Da gibt der rote Polizeichef dem abtrünnigen Judas zwei Befehle: er soll dem Bischof das rote Ehrenkleid des Märtyrers mit dem schwarzen Kleid des Sträflings vertauschen und ihn weit außerhalb der Stadt, aber nicht auf dem Missionsfriedhof, beerdigen. Die mutigen Christen aber gruben den Toten aus und bahrten ihn wieder in der Kathedrale auf. Der Abtrünnige, mit dem Sträflingskleid unter dem Arm, wagte nicht, die Kathedrale zu betreten, noch viel weniger seinem Bischof das Ehrenkleid mit dem Schandkleid zu vertauschen. Da zischte der Polizeichef einen Franziskanerbruder an: „Ich mache Dich unter Todesstrafe dafür verantwortlich, daß kein roter Faden mehr im Sarge zu finden ist.“
Da legte man dem toten Erzbischof das weiße Ehrenkleid des Bekennerbischofs an. Wie sinnvoll: In der Ahrweiler Laurentiuskirche zeigt das Wandgemälde rechts vom Kreuzaltar den hl. Bekennerbischof St. Martin, wie er im weißen Gewände zum Himmel fährt. So erhielt auch unser Bischof, St. Martin gleich, ein weißes Gewand.
Und dann ging der lange Triumphzug mit drei Musikkapellen zur Grabstätte, aber nicht an dem kleinen Notgrab des freigebigen „Tobias“ hielt der lange Zug. Es ging weiter zu einem frisch ausgehauenen Felsengrab, das die frommen Christen ihrem Erzbischof schnell, aber würdevoll, ausgemeißelt hatten.
Dann verschloß ein schwerer Stein das Ehrengrab. Und das Volk weinte nun, weinte, wie Kinder am Grabe ihrer Mutter weinen.

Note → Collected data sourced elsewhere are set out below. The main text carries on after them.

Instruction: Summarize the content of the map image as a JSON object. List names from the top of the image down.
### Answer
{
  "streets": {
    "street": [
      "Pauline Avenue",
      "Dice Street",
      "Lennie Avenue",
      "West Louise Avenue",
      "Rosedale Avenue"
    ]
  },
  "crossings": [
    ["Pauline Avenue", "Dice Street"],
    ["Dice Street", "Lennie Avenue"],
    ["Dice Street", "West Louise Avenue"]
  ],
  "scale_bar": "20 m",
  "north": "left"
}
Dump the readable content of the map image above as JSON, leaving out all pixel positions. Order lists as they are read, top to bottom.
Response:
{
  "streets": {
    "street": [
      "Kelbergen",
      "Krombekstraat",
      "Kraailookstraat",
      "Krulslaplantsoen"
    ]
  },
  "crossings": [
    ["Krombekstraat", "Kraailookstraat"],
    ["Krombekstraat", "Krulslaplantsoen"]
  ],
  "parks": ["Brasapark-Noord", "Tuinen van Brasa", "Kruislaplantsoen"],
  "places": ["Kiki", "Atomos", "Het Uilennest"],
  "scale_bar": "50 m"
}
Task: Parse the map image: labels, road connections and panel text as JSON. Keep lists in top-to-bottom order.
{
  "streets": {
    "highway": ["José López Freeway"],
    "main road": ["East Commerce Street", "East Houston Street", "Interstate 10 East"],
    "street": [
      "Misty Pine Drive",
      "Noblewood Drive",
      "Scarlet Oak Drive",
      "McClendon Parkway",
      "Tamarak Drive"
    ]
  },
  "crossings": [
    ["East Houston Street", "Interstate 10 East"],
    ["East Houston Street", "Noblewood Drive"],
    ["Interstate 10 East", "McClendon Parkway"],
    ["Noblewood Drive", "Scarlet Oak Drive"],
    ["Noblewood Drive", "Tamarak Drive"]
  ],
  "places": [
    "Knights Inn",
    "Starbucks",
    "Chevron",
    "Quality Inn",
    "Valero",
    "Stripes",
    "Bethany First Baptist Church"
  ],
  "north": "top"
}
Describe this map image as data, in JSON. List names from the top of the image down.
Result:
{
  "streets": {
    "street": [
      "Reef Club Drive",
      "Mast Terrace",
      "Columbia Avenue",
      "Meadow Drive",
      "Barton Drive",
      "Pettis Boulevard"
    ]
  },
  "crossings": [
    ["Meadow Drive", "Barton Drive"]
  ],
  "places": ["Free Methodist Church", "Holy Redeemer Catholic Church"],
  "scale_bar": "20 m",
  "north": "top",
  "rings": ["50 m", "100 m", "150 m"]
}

„Die mit Tränen säten, werden mit Freuden ernten.“ Frohe Zeugen der Ernte mögen die jetzt weinenden Chinesen bald werden, wenn die Saat ihres Bischofs reiche Früchte bringt.
Zwei Erzbischöfe aus dem Ahrtal!
Konrad von Are-Hochstaden und Cyrillus Rudolfus Jarre!
Der Name Konrad von Are-Hochstaden steht leuchtend in dem Buch der rheinischen und deutschen Geschichte, steht auch in den Büchern der Konzilien des 13. Jahrh., steht heute noch auf Straßen- und Wirtshausschildern des Ahrgaues.
Der Name Cyrillus Rudolfus Jarre aber steht im Heldenbuch der Kirche, ist von Engeln mit goldenen Lettern in das Buch des Eebens eingetragen und gehört zum Chor der Seligen!